Description of the task. Transcribe exactly the line in which "Annotation task. Give" occurs, plus every line that comes after it up to the end of the entries.
[Start of section]
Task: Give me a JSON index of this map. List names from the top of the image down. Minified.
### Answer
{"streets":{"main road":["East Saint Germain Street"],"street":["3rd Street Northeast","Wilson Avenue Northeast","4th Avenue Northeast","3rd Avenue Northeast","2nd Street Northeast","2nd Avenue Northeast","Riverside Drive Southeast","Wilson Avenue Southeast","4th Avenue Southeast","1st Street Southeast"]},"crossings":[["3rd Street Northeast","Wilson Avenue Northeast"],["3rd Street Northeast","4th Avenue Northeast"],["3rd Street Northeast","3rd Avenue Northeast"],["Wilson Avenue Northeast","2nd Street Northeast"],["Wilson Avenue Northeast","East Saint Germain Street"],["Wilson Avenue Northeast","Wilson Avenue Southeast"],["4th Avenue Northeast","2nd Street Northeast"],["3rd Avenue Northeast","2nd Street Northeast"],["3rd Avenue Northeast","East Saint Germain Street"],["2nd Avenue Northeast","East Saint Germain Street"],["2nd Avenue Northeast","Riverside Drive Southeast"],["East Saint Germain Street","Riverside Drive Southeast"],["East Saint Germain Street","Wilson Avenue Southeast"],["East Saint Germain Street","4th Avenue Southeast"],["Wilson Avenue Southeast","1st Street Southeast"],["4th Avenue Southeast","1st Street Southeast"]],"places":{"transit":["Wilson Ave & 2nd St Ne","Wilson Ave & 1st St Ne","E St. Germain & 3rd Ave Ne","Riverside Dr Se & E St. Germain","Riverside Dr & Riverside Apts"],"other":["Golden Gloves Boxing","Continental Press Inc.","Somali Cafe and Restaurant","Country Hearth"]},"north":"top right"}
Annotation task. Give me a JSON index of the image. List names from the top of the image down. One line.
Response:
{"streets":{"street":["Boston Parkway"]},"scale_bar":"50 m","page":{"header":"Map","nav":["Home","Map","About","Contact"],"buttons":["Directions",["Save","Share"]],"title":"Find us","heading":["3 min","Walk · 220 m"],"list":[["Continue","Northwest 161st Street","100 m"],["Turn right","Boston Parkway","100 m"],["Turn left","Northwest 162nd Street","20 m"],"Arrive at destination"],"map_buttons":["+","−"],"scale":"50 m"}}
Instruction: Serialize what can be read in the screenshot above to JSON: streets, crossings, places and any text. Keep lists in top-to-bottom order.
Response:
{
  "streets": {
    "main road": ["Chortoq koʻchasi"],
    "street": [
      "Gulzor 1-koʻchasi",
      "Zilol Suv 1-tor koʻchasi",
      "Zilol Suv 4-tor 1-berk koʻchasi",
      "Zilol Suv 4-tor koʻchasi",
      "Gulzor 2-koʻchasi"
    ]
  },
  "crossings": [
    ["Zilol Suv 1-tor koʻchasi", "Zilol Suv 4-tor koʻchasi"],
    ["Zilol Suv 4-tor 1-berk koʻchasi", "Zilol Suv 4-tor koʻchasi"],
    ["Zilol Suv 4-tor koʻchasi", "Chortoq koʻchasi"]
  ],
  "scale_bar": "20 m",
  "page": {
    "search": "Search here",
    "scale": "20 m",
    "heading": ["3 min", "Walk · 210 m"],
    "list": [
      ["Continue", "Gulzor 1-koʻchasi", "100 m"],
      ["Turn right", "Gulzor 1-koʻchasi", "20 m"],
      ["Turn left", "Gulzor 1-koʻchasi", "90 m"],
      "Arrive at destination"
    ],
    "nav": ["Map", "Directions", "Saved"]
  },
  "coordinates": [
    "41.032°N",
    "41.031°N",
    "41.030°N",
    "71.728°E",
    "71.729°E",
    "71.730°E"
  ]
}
[End of section]
Your solution.
Annotation task. Give me a JSON index of the image. List names from the top of the image down. One line.
Response:
{"streets":{"street":["Boston Parkway"]},"scale_bar":"50 m","page":{"header":"Map","nav":["Home","Map","About","Contact"],"buttons":["Directions",["Save","Share"]],"title":"Find us","heading":["3 min","Walk · 220 m"],"list":[["Continue","Northwest 161st Street","100 m"],["Turn right","Boston Parkway","100 m"],["Turn left","Northwest 162nd Street","20 m"],"Arrive at destination"],"map_buttons":["+","−"],"scale":"50 m"}}
Instruction: Serialize what can be read in the screenshot above to JSON: streets, crossings, places and any text. Keep lists in top-to-bottom order.
Response:
{
  "streets": {
    "main road": ["Chortoq koʻchasi"],
    "street": [
      "Gulzor 1-koʻchasi",
      "Zilol Suv 1-tor koʻchasi",
      "Zilol Suv 4-tor 1-berk koʻchasi",
      "Zilol Suv 4-tor koʻchasi",
      "Gulzor 2-koʻchasi"
    ]
  },
  "crossings": [
    ["Zilol Suv 1-tor koʻchasi", "Zilol Suv 4-tor koʻchasi"],
    ["Zilol Suv 4-tor 1-berk koʻchasi", "Zilol Suv 4-tor koʻchasi"],
    ["Zilol Suv 4-tor koʻchasi", "Chortoq koʻchasi"]
  ],
  "scale_bar": "20 m",
  "page": {
    "search": "Search here",
    "scale": "20 m",
    "heading": ["3 min", "Walk · 210 m"],
    "list": [
      ["Continue", "Gulzor 1-koʻchasi", "100 m"],
      ["Turn right", "Gulzor 1-koʻchasi", "20 m"],
      ["Turn left", "Gulzor 1-koʻchasi", "90 m"],
      "Arrive at destination"
    ],
    "nav": ["Map", "Directions", "Saved"]
  },
  "coordinates": [
    "41.032°N",
    "41.031°N",
    "41.030°N",
    "71.728°E",
    "71.729°E",
    "71.730°E"
  ]
}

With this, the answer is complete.